Directions> Could you restate every entry word for word, leaving the pictures out?

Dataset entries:

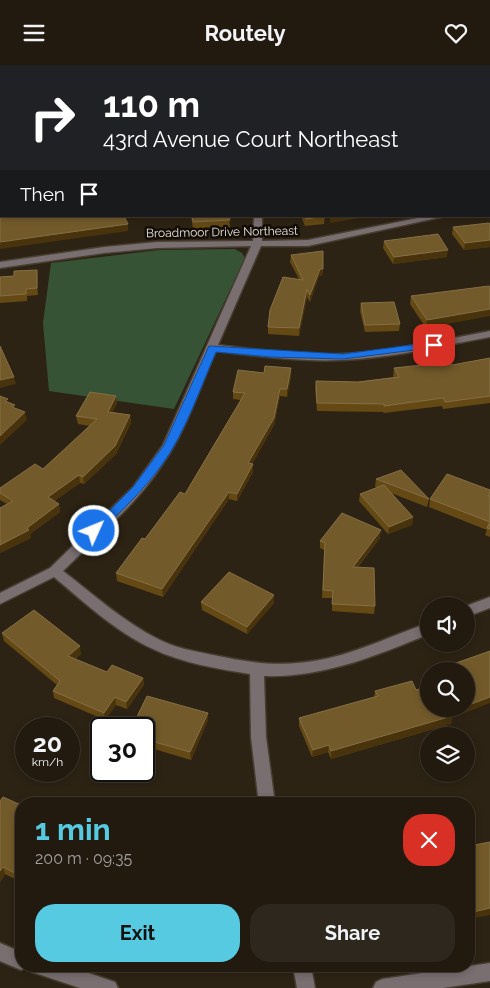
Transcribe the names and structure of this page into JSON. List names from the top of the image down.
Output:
{
  "streets": {
    "street": ["Broadmoor Drive Northeast"]
  },
  "page": {
    "header": "Routely",
    "turn": ["110 m", "43rd Avenue Court Northeast"],
    "then": "Then",
    "speed": "20 km/h",
    "limit": "30",
    "heading": ["1 min", "200 m · 09:35"],
    "buttons": ["Exit", "Share"]
  }
}
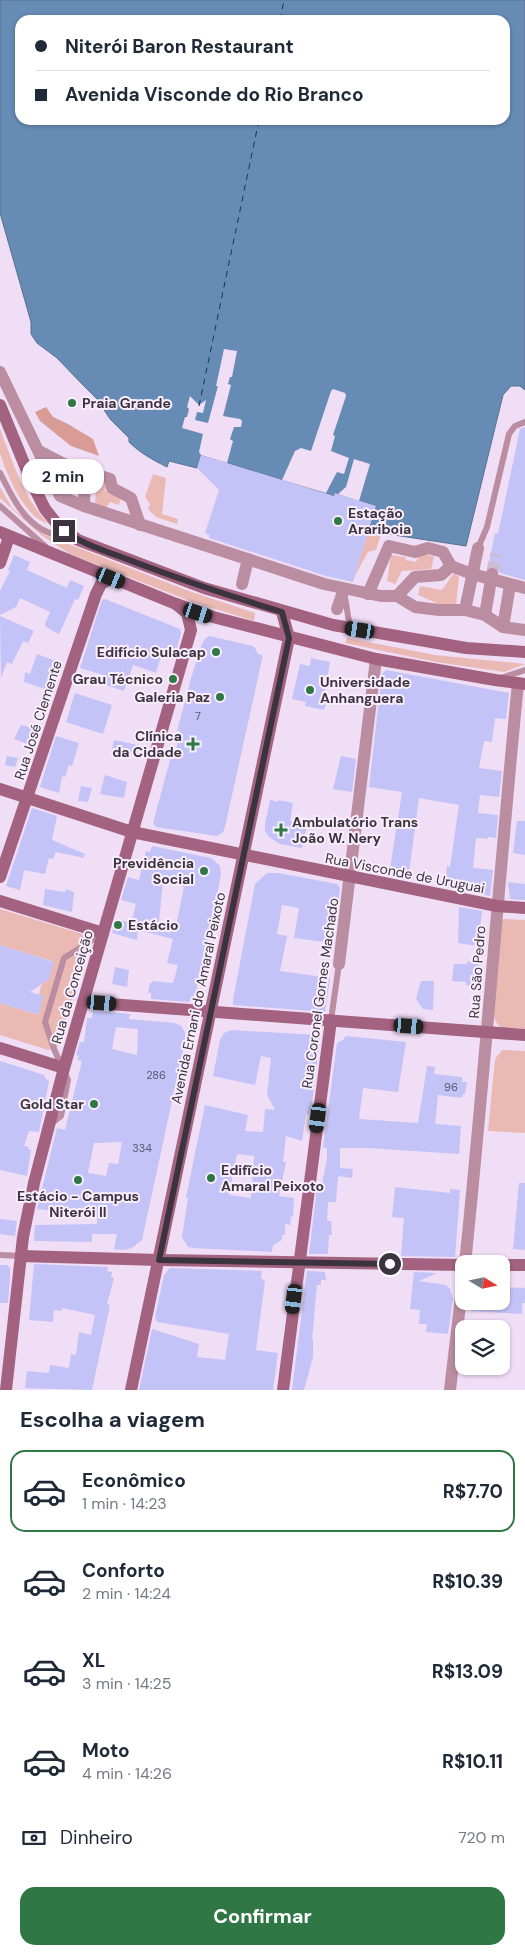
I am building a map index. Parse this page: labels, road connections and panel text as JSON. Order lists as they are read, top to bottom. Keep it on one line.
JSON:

Answer box>
Transcribe the names and structure of this page into JSON. List names from the top of the image down.
Output:
{
  "streets": {
    "street": ["Broadmoor Drive Northeast"]
  },
  "page": {
    "header": "Routely",
    "turn": ["110 m", "43rd Avenue Court Northeast"],
    "then": "Then",
    "speed": "20 km/h",
    "limit": "30",
    "heading": ["1 min", "200 m · 09:35"],
    "buttons": ["Exit", "Share"]
  }
}
I am building a map index. Parse this page: labels, road connections and panel text as JSON. Order lists as they are read, top to bottom. Keep it on one line.
JSON:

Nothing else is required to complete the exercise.